|Drawing found at dragoart.com|
West Africans love to speak in proverbs and fables.
And any time I actually use one of the common proverbs here... in the local language, and in the right circumstances, my Nigerien friends just love it.
They love it too, when I goof up and misapply a saying, but that is for entirely different reasons.
I think this love of proverbs is part of their more relational, only-indirectly- confrontational-while-trying-hard-not-to-cause-a-friend-or-someone-valued-or-important-to-lose-face-and-be-shamed centered culture. I love that aspect of living here - communication that is very other centered... although frustration mounts rapidly when I just can't wrap my mind around the point of a particular proverb being shared...
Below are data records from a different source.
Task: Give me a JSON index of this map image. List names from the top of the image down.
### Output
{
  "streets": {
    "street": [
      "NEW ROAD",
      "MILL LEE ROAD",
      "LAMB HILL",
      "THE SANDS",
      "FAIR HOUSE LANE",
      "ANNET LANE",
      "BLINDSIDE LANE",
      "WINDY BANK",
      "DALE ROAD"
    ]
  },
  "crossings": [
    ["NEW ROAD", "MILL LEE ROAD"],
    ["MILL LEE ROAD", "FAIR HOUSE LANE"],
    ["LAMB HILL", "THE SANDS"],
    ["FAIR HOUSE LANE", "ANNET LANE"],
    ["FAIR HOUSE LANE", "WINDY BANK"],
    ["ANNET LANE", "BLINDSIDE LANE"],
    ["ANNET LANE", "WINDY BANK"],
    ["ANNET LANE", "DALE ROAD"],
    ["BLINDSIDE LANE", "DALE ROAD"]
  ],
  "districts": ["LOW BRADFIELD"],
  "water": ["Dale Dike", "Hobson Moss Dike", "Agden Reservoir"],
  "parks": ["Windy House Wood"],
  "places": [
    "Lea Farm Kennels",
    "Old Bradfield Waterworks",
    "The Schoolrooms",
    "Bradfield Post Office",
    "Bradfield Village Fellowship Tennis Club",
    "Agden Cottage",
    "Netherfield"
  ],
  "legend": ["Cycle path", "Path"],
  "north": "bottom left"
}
Here's one of my favorites - a short fable found in many different African languages: I heard a naturalist at the local zoo tell this one to a group standing outside the hyena cages:
"A very hungry hyena went out on the plains to hunt for food. He came to a branch in the bush road where the two paths veered off in different directions. He saw two goats caught in the thickets at the far end of the two different paths. With his mouth watering in anticipation, he decided that his left leg would follow the left path and his right leg the right path. As the two paths continued to veer in different directions he tried to follow them both at once. Finally he split in two." (This and many other proverbs and fables can be found at afriprov.org .)
Do you know a proverb from your mother language or home culture
that says essentially the same thing?
I'm thinking of one...
What are some things you do to try and conform to or show acceptance and appreciation for your adopted culture?